- What is being asked
How many lines in the records below contain the word "Instruction"? Reply with that number only.

[Stored items]
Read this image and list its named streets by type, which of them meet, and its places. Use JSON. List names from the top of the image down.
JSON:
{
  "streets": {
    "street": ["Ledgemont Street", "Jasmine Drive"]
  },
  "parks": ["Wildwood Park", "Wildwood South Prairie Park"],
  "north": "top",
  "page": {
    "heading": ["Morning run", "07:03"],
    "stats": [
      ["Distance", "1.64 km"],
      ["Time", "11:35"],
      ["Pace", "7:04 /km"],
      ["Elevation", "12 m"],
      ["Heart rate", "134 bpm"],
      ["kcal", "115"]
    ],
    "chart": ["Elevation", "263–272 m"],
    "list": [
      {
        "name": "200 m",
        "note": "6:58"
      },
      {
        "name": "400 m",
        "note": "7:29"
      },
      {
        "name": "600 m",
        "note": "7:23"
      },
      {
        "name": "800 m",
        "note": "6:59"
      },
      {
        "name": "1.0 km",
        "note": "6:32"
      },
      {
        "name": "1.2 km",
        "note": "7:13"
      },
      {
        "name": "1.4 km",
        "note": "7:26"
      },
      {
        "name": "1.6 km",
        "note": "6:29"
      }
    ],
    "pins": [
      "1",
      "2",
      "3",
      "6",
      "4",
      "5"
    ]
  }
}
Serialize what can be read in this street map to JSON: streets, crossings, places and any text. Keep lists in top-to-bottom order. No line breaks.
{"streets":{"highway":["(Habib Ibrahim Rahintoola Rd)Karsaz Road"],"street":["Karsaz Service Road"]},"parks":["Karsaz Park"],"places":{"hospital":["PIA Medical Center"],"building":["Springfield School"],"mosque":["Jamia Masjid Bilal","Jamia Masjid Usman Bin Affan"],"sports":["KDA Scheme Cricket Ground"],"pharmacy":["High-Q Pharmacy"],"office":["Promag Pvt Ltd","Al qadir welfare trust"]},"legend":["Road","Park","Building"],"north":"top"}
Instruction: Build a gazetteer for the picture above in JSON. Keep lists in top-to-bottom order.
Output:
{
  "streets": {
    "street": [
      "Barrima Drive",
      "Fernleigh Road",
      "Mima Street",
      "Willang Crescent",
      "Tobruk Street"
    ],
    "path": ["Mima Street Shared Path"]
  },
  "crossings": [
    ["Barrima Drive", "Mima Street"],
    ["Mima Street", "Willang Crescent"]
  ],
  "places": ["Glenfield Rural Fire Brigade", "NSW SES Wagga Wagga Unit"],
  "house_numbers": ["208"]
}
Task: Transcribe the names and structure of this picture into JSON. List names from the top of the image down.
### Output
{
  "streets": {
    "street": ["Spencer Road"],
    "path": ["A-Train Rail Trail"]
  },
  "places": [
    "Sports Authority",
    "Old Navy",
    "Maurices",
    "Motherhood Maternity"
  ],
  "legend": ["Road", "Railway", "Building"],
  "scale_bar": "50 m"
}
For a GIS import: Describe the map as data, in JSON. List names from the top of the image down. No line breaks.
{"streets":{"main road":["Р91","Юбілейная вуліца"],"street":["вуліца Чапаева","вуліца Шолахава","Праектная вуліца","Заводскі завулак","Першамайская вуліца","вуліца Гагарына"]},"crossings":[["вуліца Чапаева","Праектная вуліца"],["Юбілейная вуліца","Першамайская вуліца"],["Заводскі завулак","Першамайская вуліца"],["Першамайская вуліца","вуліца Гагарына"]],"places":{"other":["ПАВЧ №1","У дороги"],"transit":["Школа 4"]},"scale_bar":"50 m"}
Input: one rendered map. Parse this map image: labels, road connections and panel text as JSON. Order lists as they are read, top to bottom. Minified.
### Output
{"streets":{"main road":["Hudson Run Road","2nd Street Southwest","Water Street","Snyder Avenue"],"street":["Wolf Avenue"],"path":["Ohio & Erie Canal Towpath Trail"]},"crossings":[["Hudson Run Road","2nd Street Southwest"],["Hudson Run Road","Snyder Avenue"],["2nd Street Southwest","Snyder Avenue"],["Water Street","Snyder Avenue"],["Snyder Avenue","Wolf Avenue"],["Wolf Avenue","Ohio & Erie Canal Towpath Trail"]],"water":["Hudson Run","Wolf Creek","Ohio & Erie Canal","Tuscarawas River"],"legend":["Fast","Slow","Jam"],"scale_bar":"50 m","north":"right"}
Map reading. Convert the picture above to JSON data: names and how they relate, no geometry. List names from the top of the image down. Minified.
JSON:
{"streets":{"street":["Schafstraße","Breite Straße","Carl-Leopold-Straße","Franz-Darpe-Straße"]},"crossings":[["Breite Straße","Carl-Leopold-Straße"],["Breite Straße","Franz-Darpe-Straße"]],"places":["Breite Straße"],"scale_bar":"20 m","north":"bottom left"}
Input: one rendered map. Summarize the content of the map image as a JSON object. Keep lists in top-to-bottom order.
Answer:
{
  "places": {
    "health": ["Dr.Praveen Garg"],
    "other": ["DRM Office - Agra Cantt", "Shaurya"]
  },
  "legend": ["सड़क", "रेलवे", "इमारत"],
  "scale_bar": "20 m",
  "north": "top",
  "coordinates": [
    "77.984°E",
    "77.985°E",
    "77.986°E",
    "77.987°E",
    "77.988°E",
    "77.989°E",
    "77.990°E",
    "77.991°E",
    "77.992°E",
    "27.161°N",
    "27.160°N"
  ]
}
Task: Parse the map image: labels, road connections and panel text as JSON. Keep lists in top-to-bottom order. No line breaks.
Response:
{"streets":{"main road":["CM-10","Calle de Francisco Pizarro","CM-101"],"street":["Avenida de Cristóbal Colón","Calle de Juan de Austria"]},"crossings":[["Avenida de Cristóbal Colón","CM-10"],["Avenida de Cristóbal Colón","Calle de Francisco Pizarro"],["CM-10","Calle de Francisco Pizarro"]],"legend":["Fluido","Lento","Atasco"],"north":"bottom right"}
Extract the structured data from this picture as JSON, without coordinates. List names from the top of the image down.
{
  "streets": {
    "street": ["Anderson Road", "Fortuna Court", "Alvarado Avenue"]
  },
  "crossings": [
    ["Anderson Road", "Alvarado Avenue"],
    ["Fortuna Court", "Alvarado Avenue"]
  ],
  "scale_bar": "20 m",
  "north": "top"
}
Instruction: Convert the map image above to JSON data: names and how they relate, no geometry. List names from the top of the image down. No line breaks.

- Solution for this problem
2